Source: https://github.com/prometheus/prometheus
Visit prometheus.io for the full documentation, examples and guides.
Prometheus, a Cloud Native Computing Foundation project, is a systems and service monitoring system. It collects metrics from configured targets at given intervals, evaluates rule expressions, displays the results, and can trigger alerts if some condition is observed to be true.
Prometheus' main distinguishing features as compared to other monitoring systems are:
- a multi-dimensional data model (timeseries defined by metric name and set of key/value dimensions)
- a flexible query language to leverage this dimensionality
- no dependency on distributed storage; single server nodes are autonomous
- timeseries collection happens via a pull model over HTTP
- pushing timeseries is supported via an intermediary gateway
- targets are discovered via service discovery or static configuration
- multiple modes of graphing and dashboarding support
- support for hierarchical and horizontal federation
The following diagram shows the general architectural overview of Prometheus:
Starting with OpenShift 3.11, Prometheus is installed by default to monitor the OpenShift cluster (depicted in the diagram below on the left side: Kubernetes Prometheus deployment). This installation is managed by the "Cluster Monitoring Operator" and not intended to be customized (we will do it anyway).

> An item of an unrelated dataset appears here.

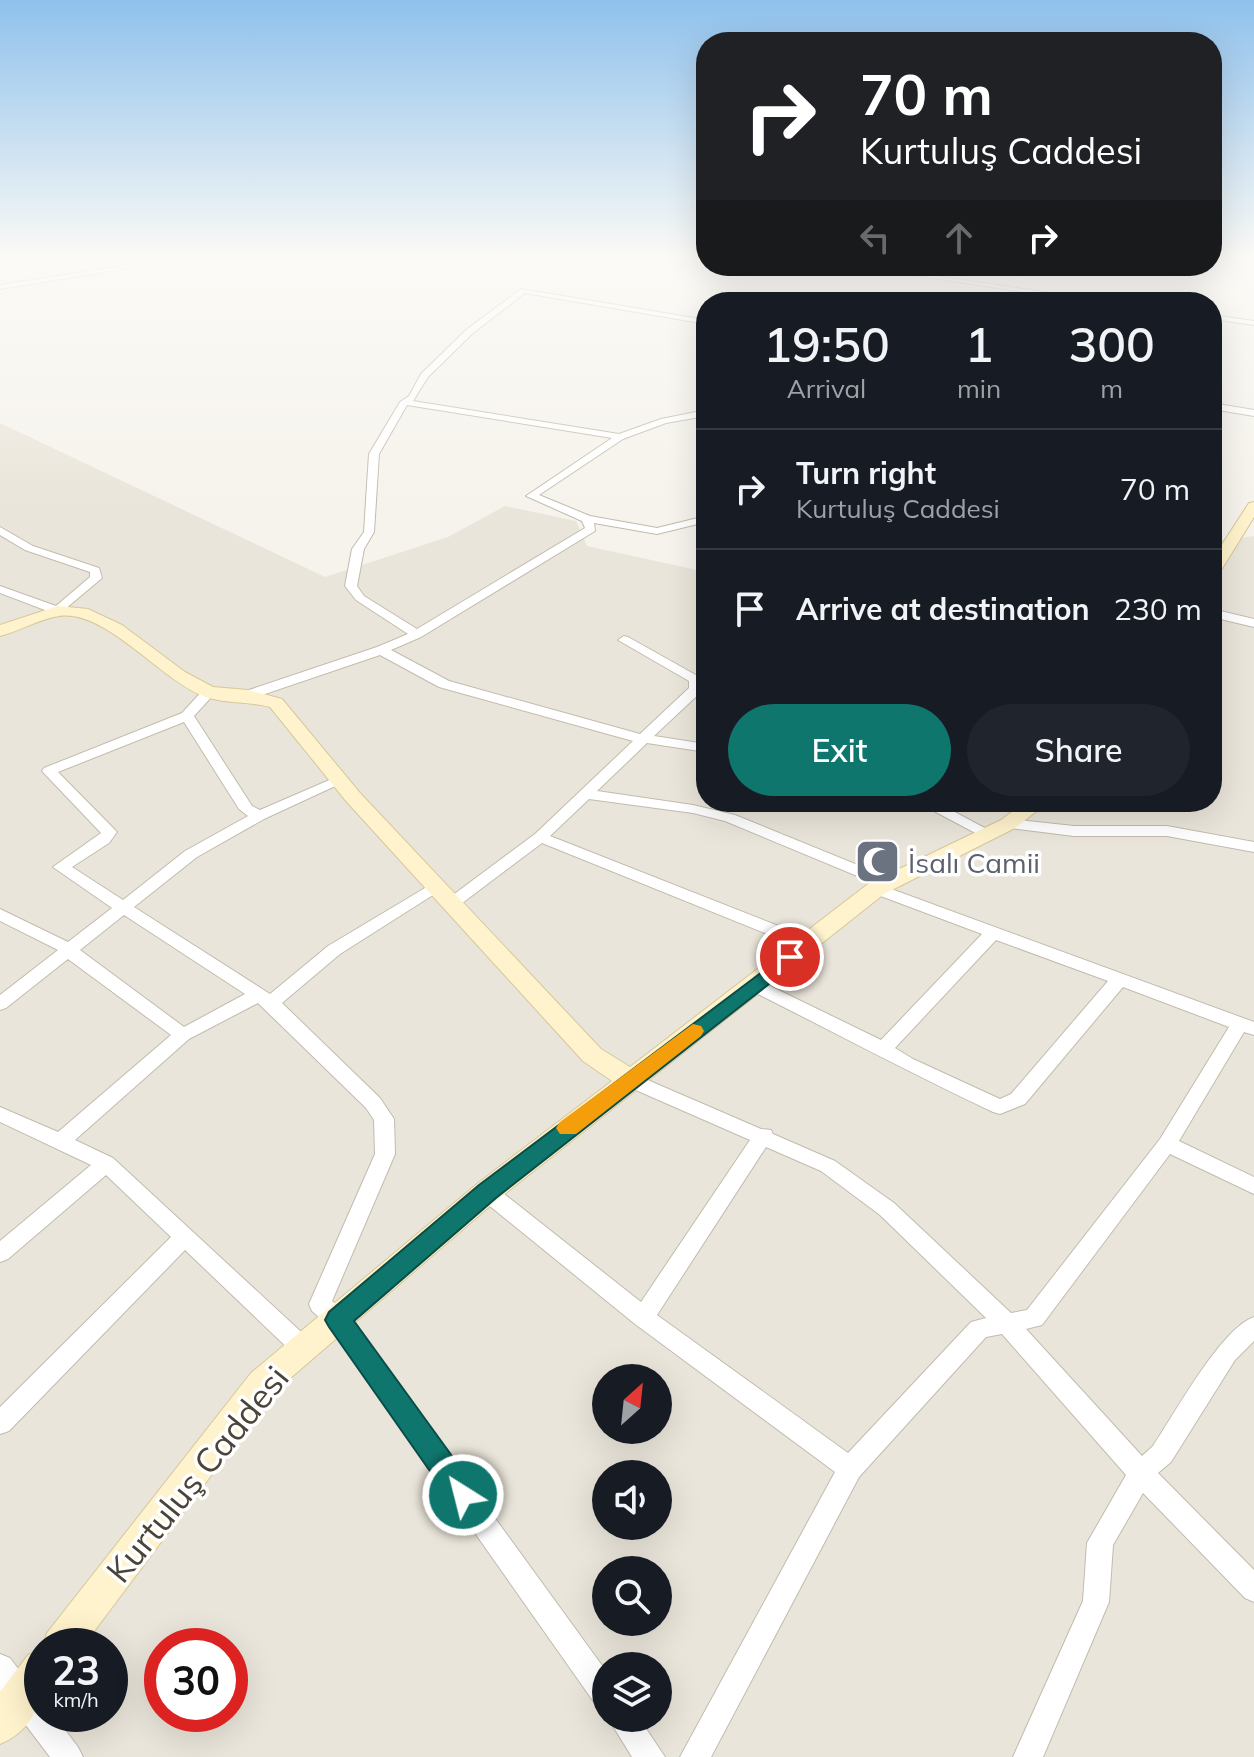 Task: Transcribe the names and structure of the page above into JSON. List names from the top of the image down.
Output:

To monitor applications or define custom Prometheus configurations, the Tech Preview feature Operator Lifecycle Manager (OLM) can be used to install the Prometheus Operator which in turn allows to define Prometheus instances (depicted in the diagram below on the right side: Service Prometheus deployment). These instances are fully customizable with the use of Custom Ressource Definitions (CRD).
(source: https://sysdig.com/blog/kubernetes-monitoring-prometheus-operator-part3/)
https://github.com/openshift/cluster-monitoring-operator/tree/release-3.11
https://docs.openshift.com/container-platform/3.11/install_config/prometheus_cluster_monitoring.html
From OpenShift 3.11 onwards, the CMO is installed per default. To customize the installation you can set the following variables in inventory (small cluster)
openshift_cluster_monitoring_operator_install=true # default value
openshift_cluster_monitoring_operator_prometheus_storage_enabled=true
openshift_cluster_monitoring_operator_prometheus_storage_capacity=50Gi
openshift_cluster_monitoring_operator_prometheus_storage_class_name=[tbd]
openshift_cluster_monitoring_operator_alertmanager_storage_enabled=true
openshift_cluster_monitoring_operator_alertmanager_storage_capacity=2Gi
openshift_cluster_monitoring_operator_alertmanager_storage_class_name=[tbd]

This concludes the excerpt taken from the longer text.